**Saved data entries**
------------------------
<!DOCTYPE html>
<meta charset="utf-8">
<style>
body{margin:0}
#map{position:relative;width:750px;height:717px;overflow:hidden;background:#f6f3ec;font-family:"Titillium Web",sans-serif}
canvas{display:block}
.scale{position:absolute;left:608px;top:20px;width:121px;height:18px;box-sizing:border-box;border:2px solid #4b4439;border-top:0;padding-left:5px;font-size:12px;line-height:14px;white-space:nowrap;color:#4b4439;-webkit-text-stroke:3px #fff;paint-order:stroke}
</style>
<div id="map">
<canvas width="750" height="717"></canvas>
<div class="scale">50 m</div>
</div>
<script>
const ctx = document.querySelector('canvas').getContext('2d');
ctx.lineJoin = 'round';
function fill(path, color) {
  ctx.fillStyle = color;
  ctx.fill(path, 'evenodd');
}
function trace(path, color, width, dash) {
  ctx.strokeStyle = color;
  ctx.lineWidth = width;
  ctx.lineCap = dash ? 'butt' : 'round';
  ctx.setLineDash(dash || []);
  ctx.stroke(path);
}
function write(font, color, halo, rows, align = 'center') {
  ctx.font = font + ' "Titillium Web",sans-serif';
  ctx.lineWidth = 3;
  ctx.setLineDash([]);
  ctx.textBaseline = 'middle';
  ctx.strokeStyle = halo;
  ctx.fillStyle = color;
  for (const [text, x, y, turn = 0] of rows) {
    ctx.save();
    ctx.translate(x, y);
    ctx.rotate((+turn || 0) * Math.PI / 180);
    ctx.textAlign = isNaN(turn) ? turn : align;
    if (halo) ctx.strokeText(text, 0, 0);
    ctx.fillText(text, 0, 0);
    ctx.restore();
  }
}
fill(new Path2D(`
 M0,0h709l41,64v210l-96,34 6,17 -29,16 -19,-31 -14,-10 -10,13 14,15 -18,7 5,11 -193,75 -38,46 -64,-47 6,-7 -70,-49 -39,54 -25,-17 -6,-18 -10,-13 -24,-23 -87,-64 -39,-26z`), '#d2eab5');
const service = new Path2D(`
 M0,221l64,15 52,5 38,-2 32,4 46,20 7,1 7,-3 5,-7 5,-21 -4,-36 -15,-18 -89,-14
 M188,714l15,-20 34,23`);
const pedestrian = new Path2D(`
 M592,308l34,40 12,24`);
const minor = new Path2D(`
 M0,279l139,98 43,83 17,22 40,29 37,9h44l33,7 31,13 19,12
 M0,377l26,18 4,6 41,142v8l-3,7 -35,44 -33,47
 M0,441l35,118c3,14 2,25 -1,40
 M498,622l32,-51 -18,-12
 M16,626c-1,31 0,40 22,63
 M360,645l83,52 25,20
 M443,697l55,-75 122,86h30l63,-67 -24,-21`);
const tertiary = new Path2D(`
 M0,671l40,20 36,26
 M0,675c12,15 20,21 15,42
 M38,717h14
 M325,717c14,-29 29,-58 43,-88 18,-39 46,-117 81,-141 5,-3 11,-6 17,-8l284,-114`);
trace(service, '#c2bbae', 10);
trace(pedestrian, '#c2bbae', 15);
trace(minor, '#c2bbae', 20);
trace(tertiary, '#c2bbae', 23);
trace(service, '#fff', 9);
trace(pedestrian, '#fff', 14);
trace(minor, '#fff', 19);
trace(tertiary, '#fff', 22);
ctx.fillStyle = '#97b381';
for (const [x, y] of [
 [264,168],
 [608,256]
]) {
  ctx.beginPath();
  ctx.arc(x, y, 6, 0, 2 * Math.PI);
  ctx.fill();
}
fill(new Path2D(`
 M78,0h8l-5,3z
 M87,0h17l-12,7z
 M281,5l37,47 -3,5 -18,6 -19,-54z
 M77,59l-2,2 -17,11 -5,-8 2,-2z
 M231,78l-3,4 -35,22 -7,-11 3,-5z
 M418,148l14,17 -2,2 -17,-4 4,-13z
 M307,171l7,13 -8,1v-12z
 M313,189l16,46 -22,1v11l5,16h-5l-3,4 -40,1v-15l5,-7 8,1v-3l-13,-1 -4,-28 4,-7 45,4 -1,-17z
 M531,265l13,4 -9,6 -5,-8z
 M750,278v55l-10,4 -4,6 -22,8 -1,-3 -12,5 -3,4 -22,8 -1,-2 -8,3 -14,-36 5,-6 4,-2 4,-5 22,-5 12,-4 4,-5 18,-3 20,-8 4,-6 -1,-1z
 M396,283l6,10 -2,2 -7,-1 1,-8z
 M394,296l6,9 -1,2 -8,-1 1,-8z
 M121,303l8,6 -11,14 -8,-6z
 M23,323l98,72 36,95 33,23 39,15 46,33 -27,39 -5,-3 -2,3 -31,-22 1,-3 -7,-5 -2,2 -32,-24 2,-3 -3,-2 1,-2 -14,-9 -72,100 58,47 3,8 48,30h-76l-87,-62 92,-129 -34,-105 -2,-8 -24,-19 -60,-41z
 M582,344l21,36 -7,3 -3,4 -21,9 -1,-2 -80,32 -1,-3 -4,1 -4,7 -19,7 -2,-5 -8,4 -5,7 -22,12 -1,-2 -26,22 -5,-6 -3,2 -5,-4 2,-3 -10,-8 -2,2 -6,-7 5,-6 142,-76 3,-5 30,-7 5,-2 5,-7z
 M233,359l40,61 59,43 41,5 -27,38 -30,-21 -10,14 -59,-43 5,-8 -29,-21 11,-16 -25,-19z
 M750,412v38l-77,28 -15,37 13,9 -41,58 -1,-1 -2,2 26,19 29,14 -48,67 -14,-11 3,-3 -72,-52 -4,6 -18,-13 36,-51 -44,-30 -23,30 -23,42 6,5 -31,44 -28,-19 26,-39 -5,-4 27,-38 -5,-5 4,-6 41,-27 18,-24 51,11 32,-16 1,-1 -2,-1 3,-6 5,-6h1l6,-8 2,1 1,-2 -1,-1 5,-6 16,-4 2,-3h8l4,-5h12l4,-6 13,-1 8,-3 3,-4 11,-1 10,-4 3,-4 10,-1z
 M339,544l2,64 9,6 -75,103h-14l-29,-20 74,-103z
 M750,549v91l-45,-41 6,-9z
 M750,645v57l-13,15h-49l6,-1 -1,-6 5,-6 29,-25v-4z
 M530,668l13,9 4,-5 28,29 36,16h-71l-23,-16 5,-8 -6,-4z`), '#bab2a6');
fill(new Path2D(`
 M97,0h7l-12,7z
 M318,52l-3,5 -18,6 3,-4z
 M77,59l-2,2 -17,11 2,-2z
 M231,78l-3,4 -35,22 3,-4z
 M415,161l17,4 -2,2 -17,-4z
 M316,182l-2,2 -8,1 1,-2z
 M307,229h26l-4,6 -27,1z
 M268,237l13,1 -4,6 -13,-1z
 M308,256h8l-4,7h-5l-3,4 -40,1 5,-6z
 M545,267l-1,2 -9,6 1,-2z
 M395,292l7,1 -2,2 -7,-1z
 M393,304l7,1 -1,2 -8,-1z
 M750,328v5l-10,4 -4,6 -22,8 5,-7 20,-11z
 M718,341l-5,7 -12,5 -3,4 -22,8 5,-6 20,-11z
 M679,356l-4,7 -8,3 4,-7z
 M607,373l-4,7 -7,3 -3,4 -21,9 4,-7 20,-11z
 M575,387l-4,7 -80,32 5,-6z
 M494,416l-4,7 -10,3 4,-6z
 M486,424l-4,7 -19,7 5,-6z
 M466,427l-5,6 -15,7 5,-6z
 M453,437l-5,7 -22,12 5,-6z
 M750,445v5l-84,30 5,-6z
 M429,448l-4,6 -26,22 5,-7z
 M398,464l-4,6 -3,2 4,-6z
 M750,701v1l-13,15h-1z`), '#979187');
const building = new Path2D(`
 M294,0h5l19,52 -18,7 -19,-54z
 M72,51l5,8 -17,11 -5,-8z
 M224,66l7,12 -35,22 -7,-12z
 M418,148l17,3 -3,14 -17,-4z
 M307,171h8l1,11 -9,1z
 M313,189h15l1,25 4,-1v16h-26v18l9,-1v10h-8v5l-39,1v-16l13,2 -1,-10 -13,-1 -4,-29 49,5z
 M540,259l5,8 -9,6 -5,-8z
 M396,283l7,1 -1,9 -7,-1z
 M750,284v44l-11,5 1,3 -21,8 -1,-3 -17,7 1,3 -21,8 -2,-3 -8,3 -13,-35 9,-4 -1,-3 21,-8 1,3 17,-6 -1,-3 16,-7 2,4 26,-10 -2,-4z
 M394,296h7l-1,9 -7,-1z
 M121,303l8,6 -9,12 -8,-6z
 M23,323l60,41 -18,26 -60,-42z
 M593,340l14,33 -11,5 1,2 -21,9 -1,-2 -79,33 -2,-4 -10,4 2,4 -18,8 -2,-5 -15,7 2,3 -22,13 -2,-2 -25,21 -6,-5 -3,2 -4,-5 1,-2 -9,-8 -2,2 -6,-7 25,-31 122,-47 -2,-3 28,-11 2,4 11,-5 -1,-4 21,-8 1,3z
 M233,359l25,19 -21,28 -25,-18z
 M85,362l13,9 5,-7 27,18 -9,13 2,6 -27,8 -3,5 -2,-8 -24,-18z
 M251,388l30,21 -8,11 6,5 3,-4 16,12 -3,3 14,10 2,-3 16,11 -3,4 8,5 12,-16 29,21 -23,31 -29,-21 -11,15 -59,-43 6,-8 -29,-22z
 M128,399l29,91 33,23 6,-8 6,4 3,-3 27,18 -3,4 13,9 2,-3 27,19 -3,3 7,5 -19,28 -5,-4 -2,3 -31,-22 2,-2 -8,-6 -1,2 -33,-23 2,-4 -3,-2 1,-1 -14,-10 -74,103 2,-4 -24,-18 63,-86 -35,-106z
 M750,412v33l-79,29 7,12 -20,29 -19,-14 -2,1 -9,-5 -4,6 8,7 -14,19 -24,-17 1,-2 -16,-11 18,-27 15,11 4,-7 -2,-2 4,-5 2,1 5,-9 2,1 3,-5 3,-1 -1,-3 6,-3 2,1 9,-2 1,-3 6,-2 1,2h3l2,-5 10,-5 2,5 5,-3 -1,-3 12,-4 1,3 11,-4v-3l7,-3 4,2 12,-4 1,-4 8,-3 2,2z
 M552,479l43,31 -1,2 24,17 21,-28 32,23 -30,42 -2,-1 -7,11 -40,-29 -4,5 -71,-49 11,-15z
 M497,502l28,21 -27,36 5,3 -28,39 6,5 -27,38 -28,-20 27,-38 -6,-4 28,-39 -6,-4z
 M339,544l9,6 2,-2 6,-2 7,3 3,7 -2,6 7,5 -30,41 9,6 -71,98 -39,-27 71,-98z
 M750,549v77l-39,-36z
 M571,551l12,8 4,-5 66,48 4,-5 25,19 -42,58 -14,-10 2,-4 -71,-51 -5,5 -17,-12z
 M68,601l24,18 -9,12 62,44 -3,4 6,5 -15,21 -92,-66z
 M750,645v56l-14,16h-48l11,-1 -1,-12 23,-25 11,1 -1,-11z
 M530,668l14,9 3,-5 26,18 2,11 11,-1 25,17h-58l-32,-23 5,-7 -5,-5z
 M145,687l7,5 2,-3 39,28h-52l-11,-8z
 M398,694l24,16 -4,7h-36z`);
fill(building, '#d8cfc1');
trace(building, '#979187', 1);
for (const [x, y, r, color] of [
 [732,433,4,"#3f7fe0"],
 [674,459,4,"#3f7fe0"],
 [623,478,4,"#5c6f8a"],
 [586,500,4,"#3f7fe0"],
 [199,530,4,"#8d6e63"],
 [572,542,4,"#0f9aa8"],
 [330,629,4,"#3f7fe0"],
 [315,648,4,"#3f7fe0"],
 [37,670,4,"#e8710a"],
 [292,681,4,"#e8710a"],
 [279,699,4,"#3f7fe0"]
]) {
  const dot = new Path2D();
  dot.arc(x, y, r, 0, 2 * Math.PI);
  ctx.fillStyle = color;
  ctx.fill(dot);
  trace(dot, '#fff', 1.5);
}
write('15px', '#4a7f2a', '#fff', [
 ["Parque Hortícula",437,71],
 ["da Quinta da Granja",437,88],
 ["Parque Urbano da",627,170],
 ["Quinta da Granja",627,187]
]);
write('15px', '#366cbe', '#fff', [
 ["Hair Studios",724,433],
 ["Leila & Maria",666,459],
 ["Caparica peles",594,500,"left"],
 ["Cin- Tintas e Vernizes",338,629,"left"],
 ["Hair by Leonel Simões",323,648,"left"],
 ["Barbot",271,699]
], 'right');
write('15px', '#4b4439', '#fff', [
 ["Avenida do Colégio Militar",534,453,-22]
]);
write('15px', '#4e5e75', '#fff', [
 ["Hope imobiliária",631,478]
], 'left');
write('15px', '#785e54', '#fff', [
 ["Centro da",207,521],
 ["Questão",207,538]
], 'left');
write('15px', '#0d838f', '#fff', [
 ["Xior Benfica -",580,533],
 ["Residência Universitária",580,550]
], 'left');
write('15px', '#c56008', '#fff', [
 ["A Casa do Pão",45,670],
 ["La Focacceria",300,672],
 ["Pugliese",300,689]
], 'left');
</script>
------------------------
**Exercise objective**
Restate word for word the entries above, starting at the line with "M0,675c12,15 20,21 15,42" and ending at the line with "M121,303l8,6 -11,14 -8,-6z", inclusive, and no others.

**Response box**
 M0,675c12,15 20,21 15,42
 M38,717h14
 M325,717c14,-29 29,-58 43,-88 18,-39 46,-117 81,-141 5,-3 11,-6 17,-8l284,-114`);
trace(service, '#c2bbae', 10);
trace(pedestrian, '#c2bbae', 15);
trace(minor, '#c2bbae', 20);
trace(tertiary, '#c2bbae', 23);
trace(service, '#fff', 9);
trace(pedestrian, '#fff', 14);
trace(minor, '#fff', 19);
trace(tertiary, '#fff', 22);
ctx.fillStyle = '#97b381';
for (const [x, y] of [
 [264,168],
 [608,256]
]) {
  ctx.beginPath();
  ctx.arc(x, y, 6, 0, 2 * Math.PI);
  ctx.fill();
}
fill(new Path2D(`
 M78,0h8l-5,3z
 M87,0h17l-12,7z
 M281,5l37,47 -3,5 -18,6 -19,-54z
 M77,59l-2,2 -17,11 -5,-8 2,-2z
 M231,78l-3,4 -35,22 -7,-11 3,-5z
 M418,148l14,17 -2,2 -17,-4 4,-13z
 M307,171l7,13 -8,1v-12z
 M313,189l16,46 -22,1v11l5,16h-5l-3,4 -40,1v-15l5,-7 8,1v-3l-13,-1 -4,-28 4,-7 45,4 -1,-17z
 M531,265l13,4 -9,6 -5,-8z
 M750,278v55l-10,4 -4,6 -22,8 -1,-3 -12,5 -3,4 -22,8 -1,-2 -8,3 -14,-36 5,-6 4,-2 4,-5 22,-5 12,-4 4,-5 18,-3 20,-8 4,-6 -1,-1z
 M396,283l6,10 -2,2 -7,-1 1,-8z
 M394,296l6,9 -1,2 -8,-1 1,-8z
 M121,303l8,6 -11,14 -8,-6z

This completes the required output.